COVID-19 Dashboard
Healthcare project delivered at Philips.
The Challenge
At the height of the COVID-19 pandemic, hospitals across the world were overwhelmed. Clinical teams struggled to track patient flow, anticipate resource shortages, and coordinate across facilities — all in real time. The question we set out to answer was: how do you give hospitals a clear, shared picture of an invisible crisis?
The goal was to build a cloud-based collaborative platform that would allow hospitals to monitor patients with suspected or confirmed COVID-19 diagnoses, and collectively manage critical resources — from available beds to ventilators — across the entire healthcare network.
My Role
- Collaborated with stakeholders across clinical, product, and engineering teams to map and prioritise user requirements
- Produced low- and high-fidelity prototypes to communicate and validate design decisions
- Presented design solutions to senior stakeholders and iterated based on clinical feedback
- Facilitated cross-functional communication between design, development, and business teams
The most pressing constraint was time. We had eight weeks to deliver a feasible, viable, and clinically meaningful solution from scratch. That required tight collaboration across five specialist teams: Design, Technology, Development, Product, and Clinical.
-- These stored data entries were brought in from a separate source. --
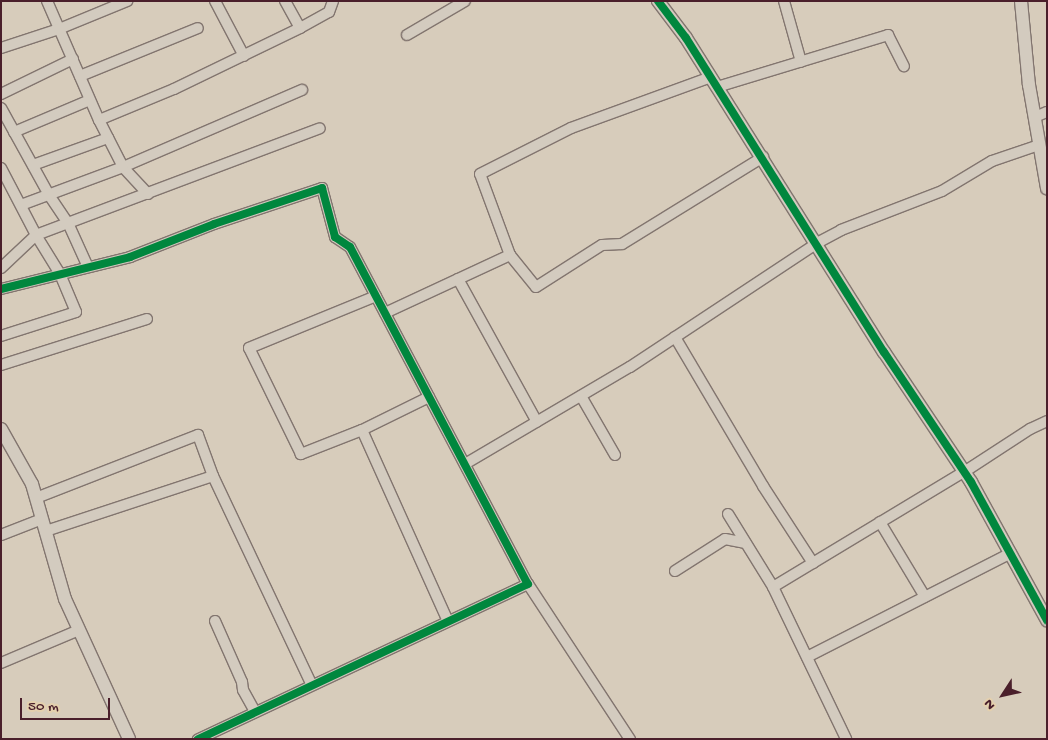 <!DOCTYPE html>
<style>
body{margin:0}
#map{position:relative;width:1048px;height:740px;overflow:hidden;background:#d7ccbb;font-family:"Gochi Hand",sans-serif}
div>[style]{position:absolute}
.roads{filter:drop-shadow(1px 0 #82756f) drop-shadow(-1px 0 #82756f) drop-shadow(0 1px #82756f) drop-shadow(0 -1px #82756f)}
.minor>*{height:10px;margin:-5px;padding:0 5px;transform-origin:5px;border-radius:5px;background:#d3cbbf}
.tertiary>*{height:12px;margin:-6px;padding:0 6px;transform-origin:6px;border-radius:6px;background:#d3cbbf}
.cycleway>*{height:8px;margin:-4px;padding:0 4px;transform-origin:4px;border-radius:4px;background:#00873e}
span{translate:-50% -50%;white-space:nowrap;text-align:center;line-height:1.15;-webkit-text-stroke:4px #e4d0ae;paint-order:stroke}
.frame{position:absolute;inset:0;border:2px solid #4a1f2b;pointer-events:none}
.north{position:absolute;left:978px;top:670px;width:50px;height:50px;-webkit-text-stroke:4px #e4d0ae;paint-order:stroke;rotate:235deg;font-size:14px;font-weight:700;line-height:20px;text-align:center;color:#4a1f2b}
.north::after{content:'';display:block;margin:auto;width:18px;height:22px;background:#4a1f2b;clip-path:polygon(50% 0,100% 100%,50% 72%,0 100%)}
.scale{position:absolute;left:20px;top:698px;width:90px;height:22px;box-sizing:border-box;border:2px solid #4a1f2b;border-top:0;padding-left:6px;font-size:15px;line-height:18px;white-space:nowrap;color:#4a1f2b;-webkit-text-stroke:4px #e4d0ae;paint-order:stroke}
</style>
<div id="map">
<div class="roads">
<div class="minor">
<div style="left:47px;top:1px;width:130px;rotate:66.4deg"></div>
<div style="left:99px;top:120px;width:81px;rotate:-22.5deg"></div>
<div style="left:174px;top:89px;width:140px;rotate:-25.8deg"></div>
<div style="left:300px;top:28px;width:31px;rotate:-119deg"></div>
<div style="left:215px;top:1px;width:62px;rotate:62.2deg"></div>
<div style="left:784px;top:1px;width:63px;rotate:74.4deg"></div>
<div style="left:300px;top:28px;width:33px;rotate:-29deg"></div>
<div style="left:329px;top:12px;width:12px;rotate:-70deg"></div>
<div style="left:407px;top:35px;width:67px;rotate:-30.4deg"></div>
<div style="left:1px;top:48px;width:61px;rotate:-18.1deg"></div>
<div style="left:59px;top:29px;width:74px;rotate:-22.4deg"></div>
<div style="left:80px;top:76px;width:127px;rotate:-22.1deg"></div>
<div style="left:717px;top:87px;width:179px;rotate:-16.9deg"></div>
<div style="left:888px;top:35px;width:35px;rotate:63deg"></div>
<div style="left:1px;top:94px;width:80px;rotate:-25.9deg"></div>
<div style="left:1px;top:108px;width:99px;rotate:61.1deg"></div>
<div style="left:49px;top:195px;width:34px;rotate:56deg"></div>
<div style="left:68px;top:223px;width:48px;rotate:65.6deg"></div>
<div style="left:1035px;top:117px;width:13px;rotate:-23deg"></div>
<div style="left:14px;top:132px;width:82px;rotate:-22.8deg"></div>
<div style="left:33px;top:165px;width:80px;rotate:-19.8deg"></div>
<div style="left:1px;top:168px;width:76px;rotate:62.4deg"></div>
<div style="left:36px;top:235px;width:46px;rotate:58.4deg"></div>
<div style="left:60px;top:274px;width:41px;rotate:67.2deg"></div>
<div style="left:76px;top:312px;width:79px;rotate:162.3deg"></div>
<div style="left:148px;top:194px;width:37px;rotate:-133deg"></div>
<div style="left:123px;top:167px;width:195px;rotate:-23.3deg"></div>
<div style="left:21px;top:205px;width:109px;rotate:-20.4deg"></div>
<div style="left:123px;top:167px;width:53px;rotate:-117.1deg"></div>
<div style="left:510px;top:255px;width:86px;rotate:-110.3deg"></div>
<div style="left:480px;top:174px;width:102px;rotate:-26.8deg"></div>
<div style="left:571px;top:128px;width:149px;rotate:-20deg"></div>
<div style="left:1px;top:268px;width:48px;rotate:-43.3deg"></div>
<div style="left:36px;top:235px;width:303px;rotate:-20.6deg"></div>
<div style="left:458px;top:279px;width:163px;rotate:61.1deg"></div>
<div style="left:1px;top:289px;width:133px;rotate:-13.9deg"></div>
<div style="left:130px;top:257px;width:90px;rotate:-21.4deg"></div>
<div style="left:214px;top:224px;width:114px;rotate:-18.4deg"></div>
<div style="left:322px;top:188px;width:51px;rotate:75.1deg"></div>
<div style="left:335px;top:237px;width:18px;rotate:34deg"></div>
<div style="left:350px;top:247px;width:381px;rotate:62.2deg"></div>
<div style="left:528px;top:584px;width:365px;rotate:154.8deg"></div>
<div style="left:385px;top:313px;width:138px;rotate:-24.9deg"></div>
<div style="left:510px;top:255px;width:41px;rotate:50.9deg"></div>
<div style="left:536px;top:287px;width:78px;rotate:-32.5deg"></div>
<div style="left:602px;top:245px;width:20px;rotate:-3deg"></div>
<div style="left:622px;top:244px;width:166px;rotate:-31.7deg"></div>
<div style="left:675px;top:337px;width:173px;rotate:59.4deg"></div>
<div style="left:763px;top:486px;width:92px;rotate:57deg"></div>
<div style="left:1px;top:365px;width:153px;rotate:-17.5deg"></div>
<div style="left:581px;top:396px;width:68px;rotate:60deg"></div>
<div style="left:429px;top:397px;width:75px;rotate:153.8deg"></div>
<div style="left:362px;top:430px;width:209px;rotate:65.8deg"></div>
<div style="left:362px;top:430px;width:66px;rotate:158.5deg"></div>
<div style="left:301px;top:454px;width:118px;rotate:-116.1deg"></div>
<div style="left:249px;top:348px;width:137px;rotate:-22.3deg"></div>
<div style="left:465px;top:464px;width:191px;rotate:-30.5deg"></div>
<div style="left:630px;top:367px;width:224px;rotate:-33.5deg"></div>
<div style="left:817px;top:243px;width:27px;rotate:-28deg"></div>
<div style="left:841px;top:230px;width:108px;rotate:-21.1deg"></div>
<div style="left:942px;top:191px;width:58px;rotate:-31deg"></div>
<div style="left:992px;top:161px;width:50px;rotate:-18.8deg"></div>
<div style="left:213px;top:476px;width:231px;rotate:64.7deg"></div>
<div style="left:36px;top:498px;width:174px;rotate:-21.3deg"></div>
<div style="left:198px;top:435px;width:44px;rotate:69.9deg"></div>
<div style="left:213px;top:476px;width:176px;rotate:161.8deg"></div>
<div style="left:728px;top:514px;width:86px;rotate:58.3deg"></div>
<div style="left:773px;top:587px;width:169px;rotate:64.3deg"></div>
<div style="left:880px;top:522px;width:87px;rotate:59deg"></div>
<div style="left:1px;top:535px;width:44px;rotate:-21.3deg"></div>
<div style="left:675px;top:571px;width:59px;rotate:-32.6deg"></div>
<div style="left:725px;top:539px;width:21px;rotate:11deg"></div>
<div style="left:528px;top:584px;width:186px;rotate:56.7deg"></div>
<div style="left:773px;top:587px;width:223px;rotate:-31.1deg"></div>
<div style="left:964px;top:472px;width:79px;rotate:-33.1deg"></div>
<div style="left:1030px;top:429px;width:19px;rotate:-25deg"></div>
<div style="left:215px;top:621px;width:67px;rotate:66.1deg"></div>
<div style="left:242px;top:682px;width:8px;rotate:83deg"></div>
<div style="left:243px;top:690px;width:25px;rotate:61deg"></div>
<div style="left:807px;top:657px;width:229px;rotate:-27deg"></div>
<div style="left:1px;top:663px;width:85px;rotate:-22.9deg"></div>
</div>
<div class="tertiary">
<div style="left:658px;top:1px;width:46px;rotate:52.9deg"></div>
<div style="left:686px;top:38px;width:371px;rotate:57.8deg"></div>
<div style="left:884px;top:352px;width:156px;rotate:56.2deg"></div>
<div style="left:971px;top:482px;width:158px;rotate:61.2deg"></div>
<div style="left:1021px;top:1px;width:84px;rotate:84.6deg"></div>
<div style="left:1029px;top:85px;width:105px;rotate:80.1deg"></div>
<div style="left:1px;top:429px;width:63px;rotate:60.6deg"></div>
<div style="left:32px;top:484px;width:120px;rotate:74deg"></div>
<div style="left:65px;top:599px;width:154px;rotate:65.4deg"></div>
</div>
</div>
<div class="cycleway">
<div style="left:658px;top:1px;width:46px;rotate:52.9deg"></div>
<div style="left:686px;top:38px;width:371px;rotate:57.8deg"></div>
<div style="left:884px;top:352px;width:156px;rotate:56.2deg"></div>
<div style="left:971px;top:482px;width:158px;rotate:61.2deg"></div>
<div style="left:1px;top:289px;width:133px;rotate:-13.9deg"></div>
<div style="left:130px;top:257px;width:90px;rotate:-21.4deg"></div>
<div style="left:214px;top:224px;width:114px;rotate:-18.4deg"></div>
<div style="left:322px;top:188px;width:51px;rotate:75.1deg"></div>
<div style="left:335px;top:237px;width:18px;rotate:34deg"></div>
<div style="left:350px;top:247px;width:381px;rotate:62.2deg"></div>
<div style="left:528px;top:584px;width:365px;rotate:154.8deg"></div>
</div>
<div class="frame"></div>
<div class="north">N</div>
<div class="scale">50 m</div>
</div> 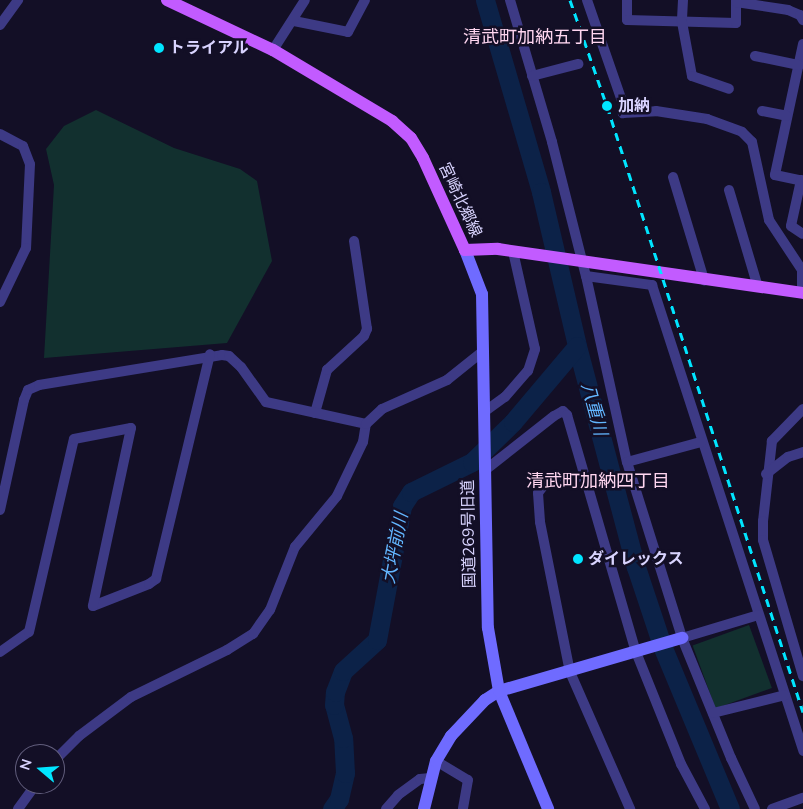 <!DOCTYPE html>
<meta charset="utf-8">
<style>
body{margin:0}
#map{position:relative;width:803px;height:809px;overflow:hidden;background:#130f26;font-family:"Nunito Sans","Noto Sans JP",sans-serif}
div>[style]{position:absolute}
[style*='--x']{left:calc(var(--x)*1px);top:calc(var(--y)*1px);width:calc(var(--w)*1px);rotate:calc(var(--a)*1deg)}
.green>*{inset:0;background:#12302f;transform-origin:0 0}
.river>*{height:19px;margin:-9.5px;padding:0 9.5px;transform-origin:9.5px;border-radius:9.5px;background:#0c2248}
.street>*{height:10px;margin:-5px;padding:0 5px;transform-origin:5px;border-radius:5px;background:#3d3a85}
.secondary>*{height:12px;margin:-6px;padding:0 6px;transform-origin:6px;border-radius:6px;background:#6f6bff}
.primary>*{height:12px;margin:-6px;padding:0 6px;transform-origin:6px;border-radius:6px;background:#c25bff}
.rail>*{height:3px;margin-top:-1.5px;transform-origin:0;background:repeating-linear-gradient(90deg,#00e5ff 0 8px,transparent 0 14px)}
.dots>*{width:14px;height:14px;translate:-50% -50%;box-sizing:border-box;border:2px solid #130f26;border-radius:50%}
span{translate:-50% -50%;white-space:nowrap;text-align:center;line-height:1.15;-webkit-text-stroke:5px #130f26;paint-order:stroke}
.poi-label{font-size:16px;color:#d9d4ff;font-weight:700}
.left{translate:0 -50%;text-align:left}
.street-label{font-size:16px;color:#d9d4ff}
.neighbourhood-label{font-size:18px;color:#ffd6f0}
.water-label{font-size:18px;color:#62b6ff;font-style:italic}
.north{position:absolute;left:15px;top:744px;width:50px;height:50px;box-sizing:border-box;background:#130f26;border:1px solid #625e7d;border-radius:50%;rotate:288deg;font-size:14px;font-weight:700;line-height:20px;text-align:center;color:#d9d4ff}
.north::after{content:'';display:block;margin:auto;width:18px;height:22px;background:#00e5ff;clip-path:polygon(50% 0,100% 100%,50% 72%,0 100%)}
</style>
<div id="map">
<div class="green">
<div style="clip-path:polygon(96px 110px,174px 148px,240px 169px,257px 181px,272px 261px,227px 343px,44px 358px,54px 185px,46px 149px,64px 126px)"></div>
<div style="left:749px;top:625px;width:67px;height:60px;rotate:70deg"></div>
</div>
<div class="river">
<div style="--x:485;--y:0;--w:200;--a:73.7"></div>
<div style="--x:541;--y:192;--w:158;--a:76.8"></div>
<div style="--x:577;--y:346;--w:229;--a:75.1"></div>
<div style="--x:636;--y:567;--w:85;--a:71.6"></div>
<div style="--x:663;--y:648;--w:174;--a:67.4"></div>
<div style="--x:332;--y:809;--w:12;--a:-55"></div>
<div style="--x:339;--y:799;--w:27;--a:-77"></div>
<div style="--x:345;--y:773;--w:35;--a:-93"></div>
<div style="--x:343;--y:738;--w:34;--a:-105"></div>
<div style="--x:334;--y:705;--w:13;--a:-86"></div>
<div style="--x:335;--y:692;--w:22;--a:-69"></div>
<div style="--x:343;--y:671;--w:46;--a:-42.4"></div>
<div style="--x:377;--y:640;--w:136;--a:-79.4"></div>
<div style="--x:402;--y:506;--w:17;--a:-57"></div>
<div style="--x:411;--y:492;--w:68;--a:-26.2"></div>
<div style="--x:472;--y:462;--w:57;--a:-44.3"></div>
<div style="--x:513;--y:422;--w:99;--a:-49.9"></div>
</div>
<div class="street">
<div style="--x:510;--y:0;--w:148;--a:73.5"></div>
<div style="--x:552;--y:142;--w:138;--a:75.8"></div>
<div style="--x:586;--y:276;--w:190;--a:77.6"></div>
<div style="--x:627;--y:462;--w:184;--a:72.6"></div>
<div style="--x:682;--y:638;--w:130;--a:67.8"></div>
<div style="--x:731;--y:758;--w:56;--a:64.8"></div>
<div style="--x:587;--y:0;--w:116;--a:70.9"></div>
<div style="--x:625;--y:110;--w:4;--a:124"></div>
<div style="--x:623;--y:113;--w:33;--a:-3"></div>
<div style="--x:656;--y:111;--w:52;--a:8.9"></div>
<div style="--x:707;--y:119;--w:37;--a:20"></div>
<div style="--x:742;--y:132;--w:14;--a:45"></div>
<div style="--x:752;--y:142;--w:80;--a:77.7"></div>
<div style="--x:769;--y:220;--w:60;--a:56.6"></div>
<div style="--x:802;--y:270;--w:23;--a:90"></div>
<div style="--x:627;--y:0;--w:20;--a:90"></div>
<div style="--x:627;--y:20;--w:109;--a:1.6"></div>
<div style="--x:736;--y:23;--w:23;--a:-90"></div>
<div style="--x:683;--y:0;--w:22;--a:93"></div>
<div style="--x:682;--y:22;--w:55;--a:79.5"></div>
<div style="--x:692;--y:76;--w:39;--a:19"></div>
<div style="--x:736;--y:2;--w:53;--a:8.7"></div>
<div style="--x:788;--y:10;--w:13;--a:23"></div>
<div style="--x:800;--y:15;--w:6;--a:59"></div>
<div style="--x:294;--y:21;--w:55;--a:11.5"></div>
<div style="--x:348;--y:32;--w:36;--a:-62"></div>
<div style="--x:0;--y:25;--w:31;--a:-54"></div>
<div style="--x:803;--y:44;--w:134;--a:102.1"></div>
<div style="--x:775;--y:175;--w:29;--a:12"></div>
<div style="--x:273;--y:50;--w:59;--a:-57.4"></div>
<div style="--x:755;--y:56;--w:45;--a:11.6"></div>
<div style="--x:532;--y:76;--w:48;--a:-14.6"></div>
<div style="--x:762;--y:111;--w:25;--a:11"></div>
<div style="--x:0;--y:134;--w:26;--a:28"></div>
<div style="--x:23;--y:146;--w:19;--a:69"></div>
<div style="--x:30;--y:164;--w:84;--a:92.7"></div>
<div style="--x:26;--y:248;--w:60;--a:115.7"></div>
<div style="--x:673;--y:177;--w:108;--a:73.2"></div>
<div style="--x:801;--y:180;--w:47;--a:102.3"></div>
<div style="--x:791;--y:226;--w:14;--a:34"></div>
<div style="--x:729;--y:190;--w:101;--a:73.4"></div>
<div style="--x:586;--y:276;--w:67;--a:7.8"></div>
<div style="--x:652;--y:285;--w:490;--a:72"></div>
<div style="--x:803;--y:409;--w:45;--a:134.1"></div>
<div style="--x:772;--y:441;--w:81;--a:96.4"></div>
<div style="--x:763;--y:521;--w:19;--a:90"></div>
<div style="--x:763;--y:540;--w:142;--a:73.6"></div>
<div style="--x:484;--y:412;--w:26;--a:-36"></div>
<div style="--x:505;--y:397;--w:35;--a:-49"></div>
<div style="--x:528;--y:371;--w:23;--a:-72"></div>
<div style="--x:535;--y:349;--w:100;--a:-102.7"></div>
<div style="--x:315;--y:413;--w:45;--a:-74.4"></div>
<div style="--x:327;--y:370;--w:50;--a:-42.6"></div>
<div style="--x:364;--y:336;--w:8;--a:-67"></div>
<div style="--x:367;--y:329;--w:89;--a:-98.4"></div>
<div style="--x:627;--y:462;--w:77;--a:-15.1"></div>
<div style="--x:484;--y:471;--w:89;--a:-38.2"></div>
<div style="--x:554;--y:416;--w:10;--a:-29"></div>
<div style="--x:563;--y:411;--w:6;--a:45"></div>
<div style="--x:567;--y:415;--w:247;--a:73.8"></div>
<div style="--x:636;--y:652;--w:121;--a:68.1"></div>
<div style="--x:681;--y:764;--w:51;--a:61.9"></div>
<div style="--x:766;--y:474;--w:28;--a:-38"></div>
<div style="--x:788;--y:457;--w:16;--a:-18"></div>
<div style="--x:583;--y:476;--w:40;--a:167"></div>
<div style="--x:544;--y:485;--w:10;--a:127"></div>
<div style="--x:538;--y:493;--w:29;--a:86"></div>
<div style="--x:540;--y:522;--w:153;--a:78.7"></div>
<div style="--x:570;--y:672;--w:150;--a:66.3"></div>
<div style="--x:0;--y:510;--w:113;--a:-77.7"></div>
<div style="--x:24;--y:400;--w:11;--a:-68"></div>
<div style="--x:28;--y:390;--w:12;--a:-24"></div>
<div style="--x:39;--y:385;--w:185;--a:-9.3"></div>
<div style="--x:222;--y:355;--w:7;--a:8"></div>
<div style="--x:229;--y:356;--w:16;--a:43"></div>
<div style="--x:241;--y:367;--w:43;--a:54.5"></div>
<div style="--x:266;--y:402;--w:102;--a:12.4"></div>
<div style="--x:93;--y:606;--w:60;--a:-21.4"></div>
<div style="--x:149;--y:584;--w:9;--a:-36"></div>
<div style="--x:156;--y:579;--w:231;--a:-76.5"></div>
<div style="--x:682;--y:638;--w:79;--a:-16.8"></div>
<div style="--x:0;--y:652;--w:35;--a:-35"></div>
<div style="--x:29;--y:632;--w:198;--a:-76.9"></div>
<div style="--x:74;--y:439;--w:58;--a:-10.9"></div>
<div style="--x:131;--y:428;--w:182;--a:102.1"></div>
<div style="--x:713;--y:713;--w:74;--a:-14"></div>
<div style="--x:55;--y:760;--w:34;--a:-45"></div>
<div style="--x:79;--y:736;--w:65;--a:-36.9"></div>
<div style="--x:131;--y:697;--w:107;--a:-26.1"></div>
<div style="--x:227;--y:650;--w:31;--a:-32"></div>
<div style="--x:253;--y:634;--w:29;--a:-55"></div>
<div style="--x:270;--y:610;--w:68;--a:-68.4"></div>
<div style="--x:295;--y:547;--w:66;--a:-50.5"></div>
<div style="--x:337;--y:496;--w:60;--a:-64.3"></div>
<div style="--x:363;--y:442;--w:18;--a:-81"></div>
<div style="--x:366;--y:424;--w:22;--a:-43"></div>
<div style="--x:382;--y:409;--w:71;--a:-24"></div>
<div style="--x:447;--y:380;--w:45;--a:-38.7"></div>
<div style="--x:436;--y:761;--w:37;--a:31"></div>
<div style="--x:468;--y:780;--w:29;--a:100"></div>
<div style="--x:18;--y:809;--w:31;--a:-54"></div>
<div style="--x:386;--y:809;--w:18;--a:-49"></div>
<div style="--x:398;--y:795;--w:27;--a:-36"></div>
<div style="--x:420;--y:779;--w:10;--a:-6"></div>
<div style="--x:772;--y:809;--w:33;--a:-20"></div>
</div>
<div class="secondary">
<div style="--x:465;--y:250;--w:47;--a:68.9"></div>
<div style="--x:482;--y:294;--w:334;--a:89"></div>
<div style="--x:488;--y:628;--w:64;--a:80.1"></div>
<div style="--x:499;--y:691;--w:128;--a:67.4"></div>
<div style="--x:424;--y:809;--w:49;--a:-76"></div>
<div style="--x:436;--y:761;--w:29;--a:-59"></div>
<div style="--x:451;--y:736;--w:50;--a:-46.6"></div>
<div style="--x:485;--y:700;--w:17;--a:-33"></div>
<div style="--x:499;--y:691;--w:191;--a:-16.2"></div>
</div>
<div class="primary">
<div style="--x:167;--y:0;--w:117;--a:25.3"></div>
<div style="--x:273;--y:50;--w:139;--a:30.8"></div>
<div style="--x:392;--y:121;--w:25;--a:42"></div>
<div style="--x:411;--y:138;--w:23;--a:59"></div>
<div style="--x:423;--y:158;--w:101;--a:65.5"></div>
<div style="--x:465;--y:250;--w:33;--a:-2"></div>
<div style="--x:498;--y:249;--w:308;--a:8.2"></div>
</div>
<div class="rail">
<div style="--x:570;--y:0;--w:112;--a:70.8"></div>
<div style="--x:607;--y:106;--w:637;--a:72.08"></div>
</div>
<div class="dots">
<div style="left:159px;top:48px;background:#00e5ff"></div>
<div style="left:607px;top:106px;background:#00e5ff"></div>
<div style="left:578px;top:559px;background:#00e5ff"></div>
</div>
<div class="poi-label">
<span class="left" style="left:169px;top:48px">トライアル</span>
<span class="left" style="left:618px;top:106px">加納</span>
<span class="left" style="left:588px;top:559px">ダイレックス</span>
</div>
<div class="street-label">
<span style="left:460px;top:200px;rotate:65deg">宮崎北郷線</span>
<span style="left:469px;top:534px;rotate:-91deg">国道269号旧道</span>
</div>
<div class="neighbourhood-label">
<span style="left:535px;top:37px">清武町加納五丁目</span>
<span style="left:598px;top:481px">清武町加納四丁目</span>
</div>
<div class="water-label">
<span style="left:594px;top:409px;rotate:75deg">八重川</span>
<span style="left:395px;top:548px;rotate:-79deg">大坪前川</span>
</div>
<div class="north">N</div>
</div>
Through rapid stakeholder interviews and clinical observation, we identified the key data points hospital staff needed at their fingertips:
- Bed availability and proximity to ventilators
- Patient length of stay
- Symptom tracking and comorbidity data
- ICU vs. general ward occupancy rates
- Contact tracing — staff and patients exposed to confirmed cases
- Positive vs. negative test results and waiting times
To move quickly without sacrificing quality, we mapped the existing components from Philips' Design System and assessed which could be adapted for this context. One of the most impactful early decisions was switching from a light to a dark theme — improving readability in low-light clinical environments such as monitoring rooms and ICUs, where screens need to be legible without disturbing patients.
High-fidelity prototypes were created iteratively and validated at every stage with a mixed clinical team of Philips experts and hospital practitioners. This tight feedback loop ensured the solution stayed grounded in real clinical needs — not just technical assumptions.
This project was about keeping people alive. Hospitals were buckling under the pressure of the pandemic, and the priority was getting a meaningful solution into their hands as fast as possible.
The platform launched within the eight-week deadline and was adopted by several hospitals across Brazil, supporting physicians, nurses, and technicians in making collaborative, real-time operational decisions across clinical pathways.
Value Delivered
• Gave hospital staff a real-time overview of patients with suspected or confirmed COVID-19, reducing the time spent chasing information across disconnected systems.
• Cross-referenced patients with their comorbidities, allowing clinical teams to proactively identify at-risk patients before their condition deteriorated.
• Enabled multi-hospital resource coordination — bed capacity, ventilator availability, and staffing — across the entire healthcare network from a single interface.
• Delivered both dark and light UI variants, adapted to different clinical environments and improving usability in low-light settings without compromising data legibility.
• Raised the accessibility bar for the product by designing an interface that accommodates users with visual disabilities.
Organisational Impact
• Delivered a scalable solution that connected workflows across multiple stakeholder types and customer contexts, while preserving the clinical pathways and design archetypes already established within Philips.
• Demonstrated the value of cross-functional, rapid-iteration design in a high-stakes environment — influencing how future healthcare projects were structured internally.
Social Value
• Enabled faster identification and triaging of COVID-19 patients, ensuring that the most critical resources reached those who needed them most.
• Contributed to reducing mortality by giving clinical staff the data clarity to act quickly and confidently during an unprecedented crisis.
Recognition
• In 2020, this project was awarded 1st Place at the Design Value Awards, recognising its measurable impact on both clinical outcomes and organisational efficiency.
• The following year, it was also selected as a winner of the iF Design Award 2021 in the User Interface category.